> [Exercise brief] Reproduce each line of the entries that carries "Bianca".

> [Supplied entries]

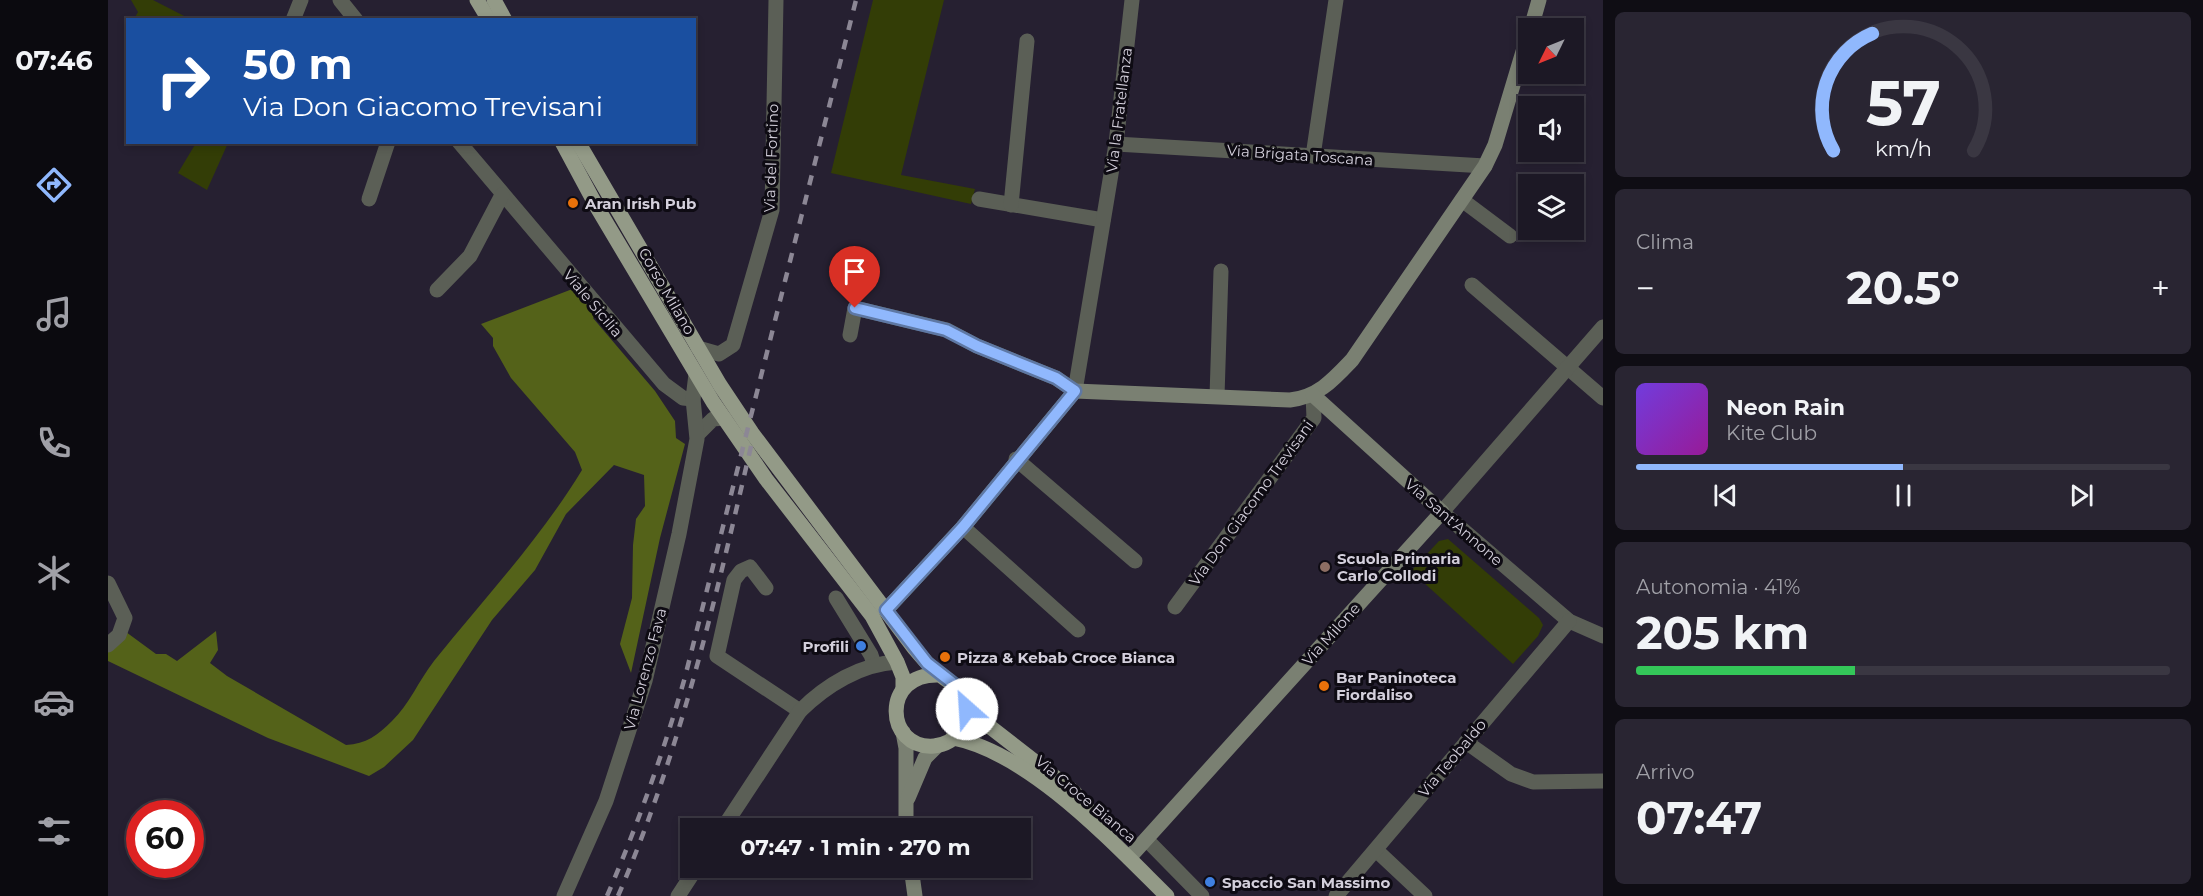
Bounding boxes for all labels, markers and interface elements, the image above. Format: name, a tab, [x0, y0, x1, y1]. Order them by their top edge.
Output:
north arrow	[1518, 18, 1584, 84]
map controls	[1518, 18, 1584, 240]
text: 50 m	[243, 38, 352, 90]
icon: right	[144, 42, 222, 120]
text: 07:46	[15, 44, 93, 77]
street label: Via la Fratellanza	[1102, 46, 1136, 174]
text: 57	[1865, 66, 1941, 142]
text: Via Don Giacomo Trevisani	[243, 90, 603, 123]
button: sound	[1518, 96, 1584, 162]
street label: Via del Fortino	[760, 103, 782, 213]
text: km/h	[1874, 136, 1932, 162]
street label: Via Brigata Toscana	[1226, 140, 1374, 170]
icon: directions	[33, 164, 75, 206]
button: layers	[1518, 174, 1584, 240]
place label: Aran Irish Pub	[584, 194, 696, 213]
marker: Aran Irish Pub	[566, 196, 580, 210]
text: Clima	[1636, 230, 1694, 254]
street label: Corso Milano	[634, 244, 700, 338]
pin	[829, 246, 880, 308]
icon: arrive	[838, 255, 871, 288]
text: 20.5°	[1846, 260, 1960, 315]
street label: Viale Sicilia	[559, 265, 627, 341]
text: −	[1636, 268, 1655, 308]
text: +	[2151, 268, 2170, 308]
icon: music	[33, 293, 75, 335]
text: Neon Rain	[1726, 394, 1845, 421]
street label: Via Don Giacomo Trevisani	[1185, 417, 1317, 589]
text: Kite Club	[1726, 421, 1817, 445]
icon: phone	[33, 422, 75, 464]
street label: Via Sant'Annone	[1401, 474, 1507, 570]
icon: previous	[1709, 479, 1742, 512]
icon: pause	[1887, 479, 1920, 512]
icon: next	[2065, 479, 2098, 512]
place label: Scuola Primaria Carlo Collodi	[1337, 549, 1461, 585]
icon: climate	[33, 552, 75, 594]
marker: Scuola Primaria Carlo Collodi	[1318, 560, 1332, 574]
text: Autonomia · 41%	[1636, 575, 1800, 599]
street label: Via Milone	[1298, 599, 1364, 669]
text: 205 km	[1636, 605, 1809, 660]
street label: Via Lorenzo Fava	[620, 606, 670, 732]
place label: Profili	[803, 637, 849, 656]
marker: Profili	[854, 639, 868, 653]
place label: Pizza & Kebab Croce Bianca	[957, 648, 1175, 667]
marker: Pizza & Kebab Croce Bianca	[938, 650, 952, 664]
place label: Bar Paninoteca Fiordaliso	[1336, 668, 1456, 704]
position arrow	[935, 677, 999, 741]
marker: Bar Paninoteca Fiordaliso	[1317, 679, 1331, 693]
icon: car	[33, 681, 75, 723]
street label: Via Teobaldo	[1414, 715, 1490, 801]
street label: Via Croce Bianca	[1032, 751, 1140, 847]
text: Arrivo	[1636, 760, 1695, 784]
text: 07:47	[1636, 790, 1762, 845]
speed limit sign: 60	[126, 800, 204, 878]
icon: filters	[33, 810, 75, 852]
text: 07:47 · 1 min · 270 m	[740, 834, 971, 861]
place label: Spaccio San Massimo	[1222, 873, 1391, 892]
marker: Spaccio San Massimo	[1203, 875, 1217, 889]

> [Exercise output]
place label: Pizza & Kebab Croce Bianca	[957, 648, 1175, 667]
marker: Pizza & Kebab Croce Bianca	[938, 650, 952, 664]
street label: Via Croce Bianca	[1032, 751, 1140, 847]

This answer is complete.